WORK ORDER: Count the lines below that hold "limit". Give the number without comment.

SUPPLIED RECORDS:
--- START ---
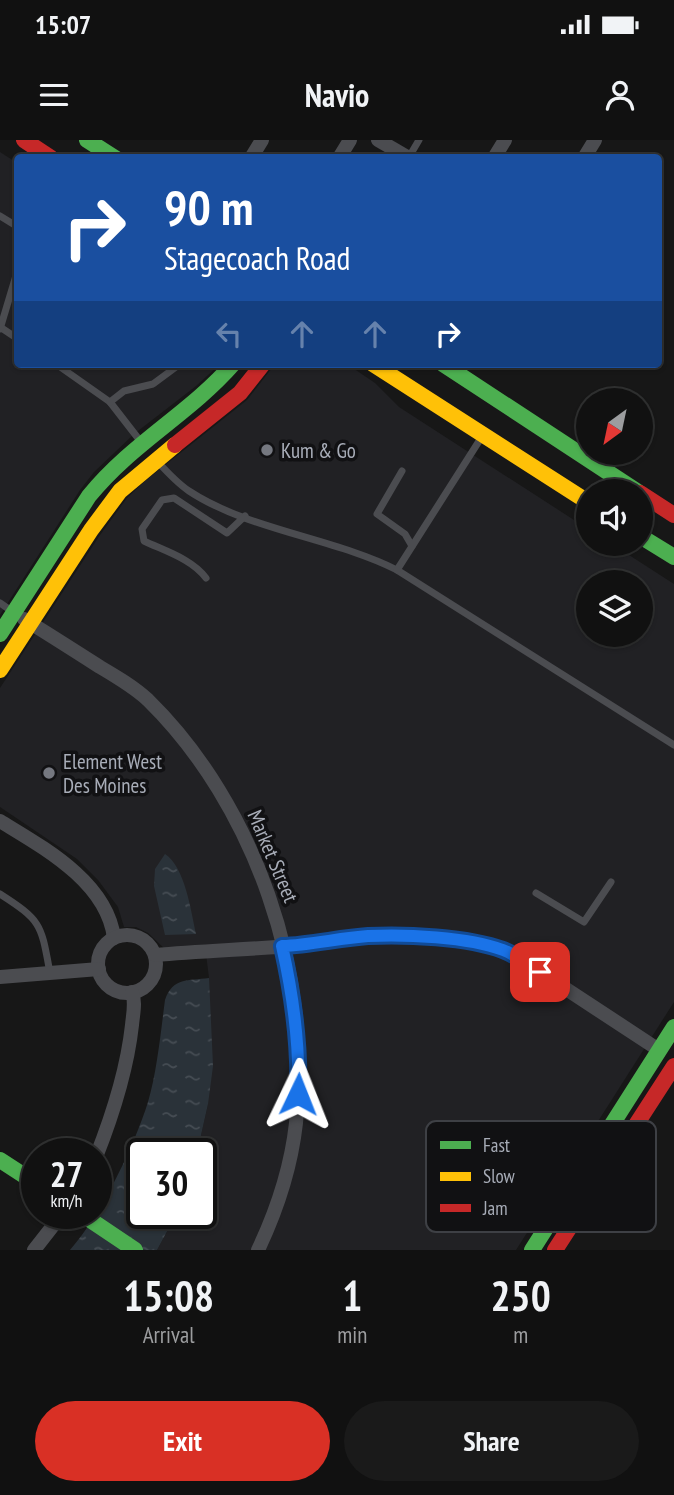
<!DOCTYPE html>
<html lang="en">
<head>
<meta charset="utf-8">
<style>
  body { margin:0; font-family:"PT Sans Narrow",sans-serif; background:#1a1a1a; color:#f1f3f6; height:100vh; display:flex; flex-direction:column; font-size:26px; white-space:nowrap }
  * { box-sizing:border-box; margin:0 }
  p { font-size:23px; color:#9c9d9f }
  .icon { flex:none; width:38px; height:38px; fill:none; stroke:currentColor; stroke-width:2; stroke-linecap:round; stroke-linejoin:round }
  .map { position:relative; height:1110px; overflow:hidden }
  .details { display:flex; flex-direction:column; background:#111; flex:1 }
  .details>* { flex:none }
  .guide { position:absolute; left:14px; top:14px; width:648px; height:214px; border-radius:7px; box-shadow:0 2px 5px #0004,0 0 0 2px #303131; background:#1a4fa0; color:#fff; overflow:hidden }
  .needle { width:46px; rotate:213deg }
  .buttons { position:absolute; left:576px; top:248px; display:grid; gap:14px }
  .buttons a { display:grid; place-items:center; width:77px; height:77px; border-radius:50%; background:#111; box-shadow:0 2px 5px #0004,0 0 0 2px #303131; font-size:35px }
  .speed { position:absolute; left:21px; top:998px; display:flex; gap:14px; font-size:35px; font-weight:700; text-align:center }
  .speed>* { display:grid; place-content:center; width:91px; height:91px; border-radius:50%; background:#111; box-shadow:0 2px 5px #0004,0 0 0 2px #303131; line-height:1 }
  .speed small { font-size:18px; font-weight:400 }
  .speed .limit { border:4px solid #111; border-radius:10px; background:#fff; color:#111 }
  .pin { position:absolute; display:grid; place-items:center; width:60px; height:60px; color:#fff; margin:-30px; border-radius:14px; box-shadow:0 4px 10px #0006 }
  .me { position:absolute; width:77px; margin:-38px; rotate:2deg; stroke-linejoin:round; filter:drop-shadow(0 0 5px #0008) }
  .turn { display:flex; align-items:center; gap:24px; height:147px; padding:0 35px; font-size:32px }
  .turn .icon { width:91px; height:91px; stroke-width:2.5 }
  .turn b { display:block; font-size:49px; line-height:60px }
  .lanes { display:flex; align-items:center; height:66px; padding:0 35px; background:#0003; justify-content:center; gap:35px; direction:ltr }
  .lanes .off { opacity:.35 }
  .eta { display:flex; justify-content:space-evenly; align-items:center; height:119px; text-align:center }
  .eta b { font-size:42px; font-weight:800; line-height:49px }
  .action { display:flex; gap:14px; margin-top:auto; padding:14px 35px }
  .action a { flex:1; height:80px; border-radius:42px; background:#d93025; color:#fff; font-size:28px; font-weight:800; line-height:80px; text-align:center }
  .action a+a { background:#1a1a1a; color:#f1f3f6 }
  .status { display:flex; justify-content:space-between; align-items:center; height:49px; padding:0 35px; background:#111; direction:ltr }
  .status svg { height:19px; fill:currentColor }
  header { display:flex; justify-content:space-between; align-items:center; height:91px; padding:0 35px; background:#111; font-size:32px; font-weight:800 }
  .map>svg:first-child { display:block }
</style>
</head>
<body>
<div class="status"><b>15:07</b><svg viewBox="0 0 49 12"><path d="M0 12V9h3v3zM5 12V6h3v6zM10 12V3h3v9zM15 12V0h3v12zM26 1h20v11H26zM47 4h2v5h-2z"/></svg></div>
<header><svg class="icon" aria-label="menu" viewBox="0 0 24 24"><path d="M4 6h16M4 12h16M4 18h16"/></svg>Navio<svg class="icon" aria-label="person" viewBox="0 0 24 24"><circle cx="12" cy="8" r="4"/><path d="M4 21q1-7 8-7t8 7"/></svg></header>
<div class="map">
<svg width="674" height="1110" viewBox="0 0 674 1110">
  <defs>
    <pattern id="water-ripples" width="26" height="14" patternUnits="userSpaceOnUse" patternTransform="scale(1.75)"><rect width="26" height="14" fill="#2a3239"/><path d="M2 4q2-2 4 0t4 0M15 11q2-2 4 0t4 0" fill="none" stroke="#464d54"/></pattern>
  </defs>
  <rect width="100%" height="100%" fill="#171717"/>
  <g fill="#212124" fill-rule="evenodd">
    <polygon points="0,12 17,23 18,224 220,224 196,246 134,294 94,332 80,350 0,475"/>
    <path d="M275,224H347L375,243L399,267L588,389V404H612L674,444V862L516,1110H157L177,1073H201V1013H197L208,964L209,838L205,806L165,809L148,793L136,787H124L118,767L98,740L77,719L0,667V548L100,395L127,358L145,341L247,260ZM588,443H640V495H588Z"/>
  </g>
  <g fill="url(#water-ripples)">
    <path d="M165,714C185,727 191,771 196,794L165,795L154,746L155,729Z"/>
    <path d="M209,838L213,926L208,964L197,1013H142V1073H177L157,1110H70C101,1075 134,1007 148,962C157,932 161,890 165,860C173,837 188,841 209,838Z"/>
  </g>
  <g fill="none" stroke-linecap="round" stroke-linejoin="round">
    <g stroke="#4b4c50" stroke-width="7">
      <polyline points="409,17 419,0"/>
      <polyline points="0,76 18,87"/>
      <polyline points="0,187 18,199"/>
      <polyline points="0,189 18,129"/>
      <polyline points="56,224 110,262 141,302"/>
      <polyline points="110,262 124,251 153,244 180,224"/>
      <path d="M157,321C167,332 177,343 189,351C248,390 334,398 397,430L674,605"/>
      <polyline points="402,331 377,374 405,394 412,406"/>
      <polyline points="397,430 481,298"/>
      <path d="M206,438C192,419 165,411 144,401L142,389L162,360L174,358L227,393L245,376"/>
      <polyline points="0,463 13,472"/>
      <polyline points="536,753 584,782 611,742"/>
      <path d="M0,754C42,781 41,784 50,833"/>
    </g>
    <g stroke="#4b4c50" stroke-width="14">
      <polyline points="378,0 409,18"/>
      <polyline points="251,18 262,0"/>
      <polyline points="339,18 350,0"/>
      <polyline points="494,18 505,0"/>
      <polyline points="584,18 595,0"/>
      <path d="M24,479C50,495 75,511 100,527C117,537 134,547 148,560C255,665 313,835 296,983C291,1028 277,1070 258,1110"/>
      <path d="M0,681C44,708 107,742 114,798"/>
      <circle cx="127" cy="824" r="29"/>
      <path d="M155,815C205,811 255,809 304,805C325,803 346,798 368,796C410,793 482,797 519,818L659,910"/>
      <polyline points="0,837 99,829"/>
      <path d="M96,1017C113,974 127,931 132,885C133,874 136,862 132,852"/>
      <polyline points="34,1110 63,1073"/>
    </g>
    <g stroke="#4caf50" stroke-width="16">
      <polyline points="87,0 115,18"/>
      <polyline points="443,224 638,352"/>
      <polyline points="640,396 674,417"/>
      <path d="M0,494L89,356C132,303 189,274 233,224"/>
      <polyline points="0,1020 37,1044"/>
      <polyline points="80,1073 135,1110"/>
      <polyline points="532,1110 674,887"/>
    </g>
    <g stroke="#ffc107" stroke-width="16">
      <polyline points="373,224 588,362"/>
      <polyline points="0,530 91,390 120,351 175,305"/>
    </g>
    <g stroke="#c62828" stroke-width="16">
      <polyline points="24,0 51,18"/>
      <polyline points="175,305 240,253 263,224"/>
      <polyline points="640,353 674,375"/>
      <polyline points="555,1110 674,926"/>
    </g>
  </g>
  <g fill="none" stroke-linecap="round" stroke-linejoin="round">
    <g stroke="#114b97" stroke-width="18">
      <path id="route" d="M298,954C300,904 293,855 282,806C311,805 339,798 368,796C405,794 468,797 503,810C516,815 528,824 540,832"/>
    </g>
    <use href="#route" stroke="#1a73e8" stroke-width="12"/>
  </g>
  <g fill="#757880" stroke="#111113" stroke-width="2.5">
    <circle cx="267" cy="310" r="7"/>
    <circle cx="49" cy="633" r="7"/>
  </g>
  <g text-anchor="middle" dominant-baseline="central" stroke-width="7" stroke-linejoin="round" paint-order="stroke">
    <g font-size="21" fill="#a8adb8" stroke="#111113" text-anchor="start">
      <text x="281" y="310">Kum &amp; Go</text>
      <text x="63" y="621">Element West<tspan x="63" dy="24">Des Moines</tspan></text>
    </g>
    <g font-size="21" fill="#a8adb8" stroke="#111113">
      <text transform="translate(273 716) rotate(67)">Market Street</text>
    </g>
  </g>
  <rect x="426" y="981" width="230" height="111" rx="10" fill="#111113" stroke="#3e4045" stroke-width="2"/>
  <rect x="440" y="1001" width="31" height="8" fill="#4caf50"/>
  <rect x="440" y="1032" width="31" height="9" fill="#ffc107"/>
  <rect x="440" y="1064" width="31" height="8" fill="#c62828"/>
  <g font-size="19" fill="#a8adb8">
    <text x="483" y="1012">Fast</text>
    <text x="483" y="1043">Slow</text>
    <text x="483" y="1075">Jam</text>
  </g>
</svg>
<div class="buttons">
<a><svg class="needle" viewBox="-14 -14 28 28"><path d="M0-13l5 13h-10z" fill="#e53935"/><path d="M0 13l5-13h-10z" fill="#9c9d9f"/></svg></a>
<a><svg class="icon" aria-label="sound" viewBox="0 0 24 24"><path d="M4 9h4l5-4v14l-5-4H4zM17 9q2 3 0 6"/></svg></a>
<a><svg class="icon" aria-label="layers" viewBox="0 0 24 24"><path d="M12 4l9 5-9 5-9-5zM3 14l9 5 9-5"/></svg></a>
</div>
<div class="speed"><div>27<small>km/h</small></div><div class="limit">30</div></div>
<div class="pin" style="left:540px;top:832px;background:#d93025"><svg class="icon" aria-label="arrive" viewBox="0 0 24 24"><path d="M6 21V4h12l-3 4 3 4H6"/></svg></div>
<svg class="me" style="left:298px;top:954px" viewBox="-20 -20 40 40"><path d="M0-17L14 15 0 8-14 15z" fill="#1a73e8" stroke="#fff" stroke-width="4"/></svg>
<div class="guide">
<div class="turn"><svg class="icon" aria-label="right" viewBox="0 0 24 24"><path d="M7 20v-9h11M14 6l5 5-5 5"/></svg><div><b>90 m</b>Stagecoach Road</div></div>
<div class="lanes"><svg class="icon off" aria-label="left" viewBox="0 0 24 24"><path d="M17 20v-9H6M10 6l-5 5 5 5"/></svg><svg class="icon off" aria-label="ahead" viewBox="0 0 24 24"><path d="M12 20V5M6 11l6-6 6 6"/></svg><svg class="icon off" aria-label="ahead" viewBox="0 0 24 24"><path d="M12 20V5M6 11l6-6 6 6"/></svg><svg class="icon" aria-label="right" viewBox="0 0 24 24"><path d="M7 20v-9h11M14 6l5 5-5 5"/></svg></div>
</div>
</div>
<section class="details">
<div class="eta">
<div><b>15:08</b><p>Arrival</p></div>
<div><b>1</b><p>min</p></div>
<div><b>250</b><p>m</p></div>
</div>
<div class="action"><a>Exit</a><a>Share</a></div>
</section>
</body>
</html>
--- END ---
--- START ---
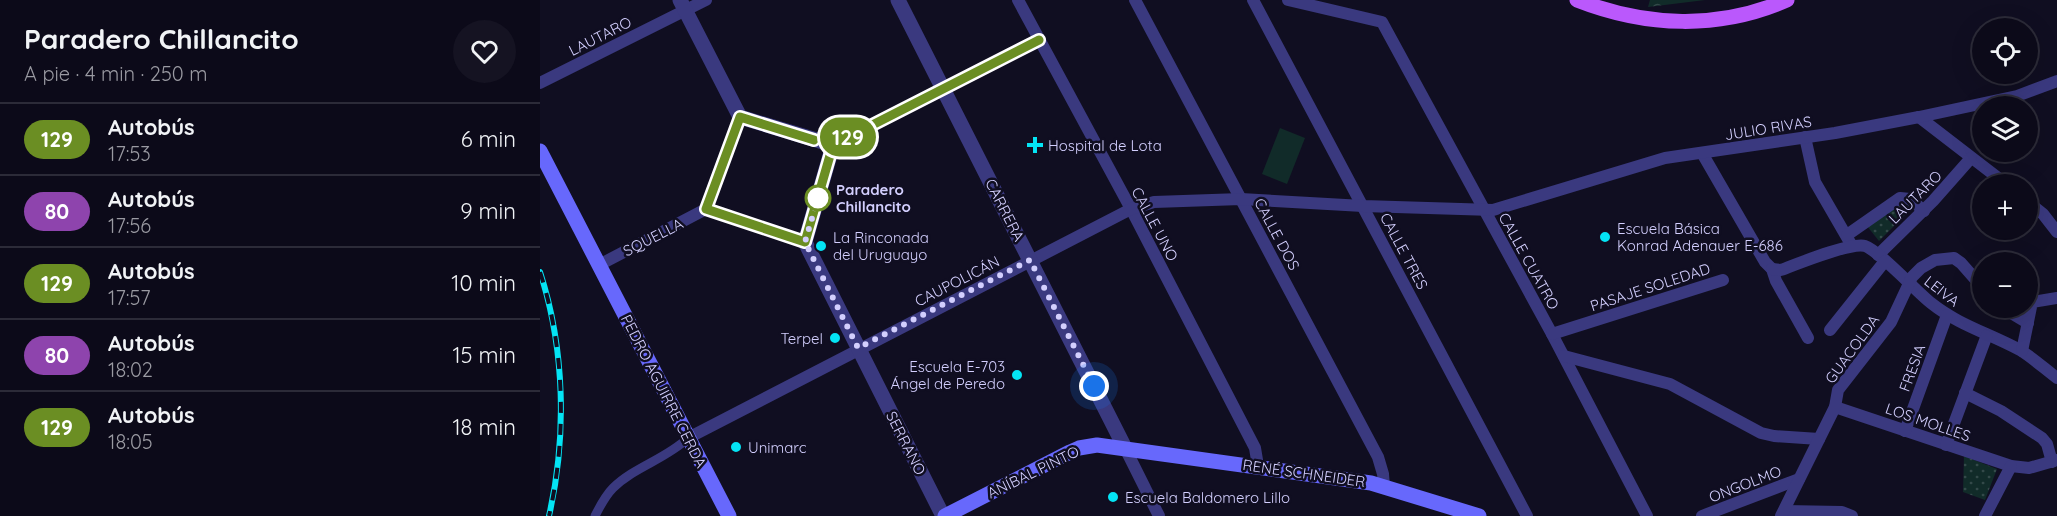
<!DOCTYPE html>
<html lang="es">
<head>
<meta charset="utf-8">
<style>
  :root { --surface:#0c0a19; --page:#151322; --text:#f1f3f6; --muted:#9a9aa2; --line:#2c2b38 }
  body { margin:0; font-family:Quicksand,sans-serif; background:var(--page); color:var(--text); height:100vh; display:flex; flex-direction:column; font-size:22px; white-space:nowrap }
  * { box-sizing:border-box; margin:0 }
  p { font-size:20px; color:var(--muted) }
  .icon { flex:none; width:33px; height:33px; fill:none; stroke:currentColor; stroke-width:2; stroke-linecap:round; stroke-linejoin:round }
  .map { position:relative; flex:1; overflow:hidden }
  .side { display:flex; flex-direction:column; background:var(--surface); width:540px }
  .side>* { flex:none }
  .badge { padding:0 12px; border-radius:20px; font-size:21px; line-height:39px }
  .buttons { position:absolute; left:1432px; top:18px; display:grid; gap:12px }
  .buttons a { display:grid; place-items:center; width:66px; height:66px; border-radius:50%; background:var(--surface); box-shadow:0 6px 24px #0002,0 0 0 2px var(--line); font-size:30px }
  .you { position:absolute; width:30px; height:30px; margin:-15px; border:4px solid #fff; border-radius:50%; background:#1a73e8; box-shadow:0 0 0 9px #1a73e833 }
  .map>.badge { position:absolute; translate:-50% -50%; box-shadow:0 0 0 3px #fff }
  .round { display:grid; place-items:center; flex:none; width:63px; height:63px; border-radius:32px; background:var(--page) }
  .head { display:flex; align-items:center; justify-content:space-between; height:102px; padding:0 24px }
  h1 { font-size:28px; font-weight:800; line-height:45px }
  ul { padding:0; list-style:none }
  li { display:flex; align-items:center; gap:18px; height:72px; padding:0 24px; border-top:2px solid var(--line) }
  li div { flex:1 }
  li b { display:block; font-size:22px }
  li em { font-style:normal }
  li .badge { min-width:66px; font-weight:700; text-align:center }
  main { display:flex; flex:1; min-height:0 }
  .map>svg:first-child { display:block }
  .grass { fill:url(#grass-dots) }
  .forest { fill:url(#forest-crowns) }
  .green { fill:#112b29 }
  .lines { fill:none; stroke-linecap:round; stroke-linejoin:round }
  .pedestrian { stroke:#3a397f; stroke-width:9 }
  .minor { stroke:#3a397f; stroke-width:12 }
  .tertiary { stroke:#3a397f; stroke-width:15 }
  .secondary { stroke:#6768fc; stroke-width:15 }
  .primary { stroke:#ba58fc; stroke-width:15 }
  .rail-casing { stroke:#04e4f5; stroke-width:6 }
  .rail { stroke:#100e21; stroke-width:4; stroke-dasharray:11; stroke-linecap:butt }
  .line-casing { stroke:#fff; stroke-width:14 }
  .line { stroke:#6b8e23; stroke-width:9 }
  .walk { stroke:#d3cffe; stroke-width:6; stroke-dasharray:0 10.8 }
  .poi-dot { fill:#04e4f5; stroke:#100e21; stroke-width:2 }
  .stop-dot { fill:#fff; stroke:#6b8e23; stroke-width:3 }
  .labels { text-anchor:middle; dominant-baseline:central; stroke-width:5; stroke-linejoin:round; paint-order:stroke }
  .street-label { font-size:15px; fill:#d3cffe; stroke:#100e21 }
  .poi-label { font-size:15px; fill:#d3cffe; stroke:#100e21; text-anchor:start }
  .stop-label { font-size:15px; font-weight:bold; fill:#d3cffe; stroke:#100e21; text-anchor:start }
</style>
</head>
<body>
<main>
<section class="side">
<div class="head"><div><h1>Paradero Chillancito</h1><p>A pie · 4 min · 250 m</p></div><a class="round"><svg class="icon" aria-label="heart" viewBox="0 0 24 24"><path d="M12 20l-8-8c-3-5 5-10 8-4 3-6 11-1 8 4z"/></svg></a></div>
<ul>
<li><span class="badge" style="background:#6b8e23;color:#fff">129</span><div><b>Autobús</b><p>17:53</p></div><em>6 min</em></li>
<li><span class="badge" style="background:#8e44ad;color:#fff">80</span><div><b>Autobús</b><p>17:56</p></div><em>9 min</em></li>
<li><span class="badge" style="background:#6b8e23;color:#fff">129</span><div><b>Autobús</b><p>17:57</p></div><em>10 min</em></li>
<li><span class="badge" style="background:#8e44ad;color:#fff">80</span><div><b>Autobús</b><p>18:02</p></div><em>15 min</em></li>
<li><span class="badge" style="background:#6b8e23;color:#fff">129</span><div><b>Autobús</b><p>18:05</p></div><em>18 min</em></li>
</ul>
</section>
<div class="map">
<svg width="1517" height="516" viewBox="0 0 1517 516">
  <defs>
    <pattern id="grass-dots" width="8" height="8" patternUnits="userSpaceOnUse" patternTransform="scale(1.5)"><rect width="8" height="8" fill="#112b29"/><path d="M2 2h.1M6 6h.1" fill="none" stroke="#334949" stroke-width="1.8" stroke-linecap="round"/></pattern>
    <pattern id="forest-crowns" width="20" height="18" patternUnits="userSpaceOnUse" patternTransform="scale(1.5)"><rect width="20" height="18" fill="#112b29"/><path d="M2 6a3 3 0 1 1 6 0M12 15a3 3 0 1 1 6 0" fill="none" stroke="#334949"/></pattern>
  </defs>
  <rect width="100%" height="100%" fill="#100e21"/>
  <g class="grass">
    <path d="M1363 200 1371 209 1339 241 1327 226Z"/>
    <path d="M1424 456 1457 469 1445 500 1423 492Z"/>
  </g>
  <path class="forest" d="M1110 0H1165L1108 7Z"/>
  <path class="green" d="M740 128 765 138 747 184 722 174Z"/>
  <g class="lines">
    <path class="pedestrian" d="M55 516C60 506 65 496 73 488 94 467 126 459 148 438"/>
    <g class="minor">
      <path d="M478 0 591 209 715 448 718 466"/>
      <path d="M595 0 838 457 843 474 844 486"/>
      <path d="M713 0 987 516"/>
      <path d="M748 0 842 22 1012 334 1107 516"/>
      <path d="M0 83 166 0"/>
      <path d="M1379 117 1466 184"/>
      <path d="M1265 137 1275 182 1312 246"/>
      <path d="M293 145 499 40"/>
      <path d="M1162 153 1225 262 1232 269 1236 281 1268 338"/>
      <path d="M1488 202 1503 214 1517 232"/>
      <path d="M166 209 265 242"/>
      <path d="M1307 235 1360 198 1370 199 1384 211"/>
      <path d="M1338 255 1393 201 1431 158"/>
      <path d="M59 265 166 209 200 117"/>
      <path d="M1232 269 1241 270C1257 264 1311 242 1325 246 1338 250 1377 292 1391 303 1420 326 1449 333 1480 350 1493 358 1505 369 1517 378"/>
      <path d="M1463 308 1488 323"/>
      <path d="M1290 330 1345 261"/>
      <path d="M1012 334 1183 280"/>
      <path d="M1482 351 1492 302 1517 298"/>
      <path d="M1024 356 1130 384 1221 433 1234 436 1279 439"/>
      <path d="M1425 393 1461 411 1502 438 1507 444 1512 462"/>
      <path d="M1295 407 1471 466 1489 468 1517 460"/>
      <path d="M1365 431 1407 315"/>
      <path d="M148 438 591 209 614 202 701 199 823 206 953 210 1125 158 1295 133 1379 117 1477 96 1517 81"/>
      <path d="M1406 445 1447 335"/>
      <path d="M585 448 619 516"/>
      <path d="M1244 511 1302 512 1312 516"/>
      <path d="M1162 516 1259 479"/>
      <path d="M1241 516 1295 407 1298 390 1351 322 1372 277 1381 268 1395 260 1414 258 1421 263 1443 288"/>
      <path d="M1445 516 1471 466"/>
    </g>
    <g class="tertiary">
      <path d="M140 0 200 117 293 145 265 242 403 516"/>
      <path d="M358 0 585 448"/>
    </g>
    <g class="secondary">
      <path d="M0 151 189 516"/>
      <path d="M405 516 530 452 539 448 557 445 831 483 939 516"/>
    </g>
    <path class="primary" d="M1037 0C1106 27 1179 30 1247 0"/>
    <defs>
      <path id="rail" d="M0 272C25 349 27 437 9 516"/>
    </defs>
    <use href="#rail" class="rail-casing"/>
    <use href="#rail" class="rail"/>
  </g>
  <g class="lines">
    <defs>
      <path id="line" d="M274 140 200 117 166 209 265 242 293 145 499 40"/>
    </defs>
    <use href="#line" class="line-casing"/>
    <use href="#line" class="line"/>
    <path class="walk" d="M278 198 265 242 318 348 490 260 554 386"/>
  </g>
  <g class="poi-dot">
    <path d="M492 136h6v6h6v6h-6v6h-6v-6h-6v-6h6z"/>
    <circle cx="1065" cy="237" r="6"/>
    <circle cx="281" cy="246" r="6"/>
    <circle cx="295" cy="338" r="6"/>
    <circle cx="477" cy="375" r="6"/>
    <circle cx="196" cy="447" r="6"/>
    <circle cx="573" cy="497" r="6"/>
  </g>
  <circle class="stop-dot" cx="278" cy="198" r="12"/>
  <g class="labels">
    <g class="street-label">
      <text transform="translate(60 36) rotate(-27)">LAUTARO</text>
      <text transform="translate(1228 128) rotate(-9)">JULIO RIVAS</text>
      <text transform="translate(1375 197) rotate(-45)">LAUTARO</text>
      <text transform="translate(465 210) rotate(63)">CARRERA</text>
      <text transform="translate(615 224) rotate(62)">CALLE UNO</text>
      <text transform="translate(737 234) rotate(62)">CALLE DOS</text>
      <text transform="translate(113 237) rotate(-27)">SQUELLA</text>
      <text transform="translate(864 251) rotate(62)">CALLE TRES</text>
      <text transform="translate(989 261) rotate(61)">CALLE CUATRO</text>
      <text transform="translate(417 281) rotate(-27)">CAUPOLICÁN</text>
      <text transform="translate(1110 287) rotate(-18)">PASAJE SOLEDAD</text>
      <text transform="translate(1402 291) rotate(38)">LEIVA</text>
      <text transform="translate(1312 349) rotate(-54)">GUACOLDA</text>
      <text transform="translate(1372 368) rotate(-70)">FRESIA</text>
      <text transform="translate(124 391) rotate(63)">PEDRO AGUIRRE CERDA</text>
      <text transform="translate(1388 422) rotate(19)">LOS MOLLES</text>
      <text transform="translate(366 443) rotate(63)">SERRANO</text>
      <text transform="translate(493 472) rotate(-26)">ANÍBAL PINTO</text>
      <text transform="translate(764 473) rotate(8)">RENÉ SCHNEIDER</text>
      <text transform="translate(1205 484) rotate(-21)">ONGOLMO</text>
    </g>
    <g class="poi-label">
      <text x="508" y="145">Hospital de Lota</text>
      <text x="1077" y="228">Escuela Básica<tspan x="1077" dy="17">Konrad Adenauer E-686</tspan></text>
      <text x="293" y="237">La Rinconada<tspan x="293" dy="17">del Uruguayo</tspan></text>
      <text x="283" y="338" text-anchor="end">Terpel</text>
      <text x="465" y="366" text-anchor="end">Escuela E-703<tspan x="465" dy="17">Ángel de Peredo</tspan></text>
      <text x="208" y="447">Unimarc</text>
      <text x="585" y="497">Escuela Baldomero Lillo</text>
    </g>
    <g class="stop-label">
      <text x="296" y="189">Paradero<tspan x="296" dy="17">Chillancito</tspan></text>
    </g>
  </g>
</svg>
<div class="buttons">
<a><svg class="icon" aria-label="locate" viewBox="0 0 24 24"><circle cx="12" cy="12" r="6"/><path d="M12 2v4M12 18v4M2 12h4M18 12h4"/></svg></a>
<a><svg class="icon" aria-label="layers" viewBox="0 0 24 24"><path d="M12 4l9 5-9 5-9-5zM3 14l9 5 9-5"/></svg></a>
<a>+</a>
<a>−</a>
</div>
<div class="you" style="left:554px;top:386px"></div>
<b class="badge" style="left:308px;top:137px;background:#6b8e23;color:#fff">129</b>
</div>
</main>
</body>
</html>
--- END ---
SOLUTION FOR THIS PROBLEM: 2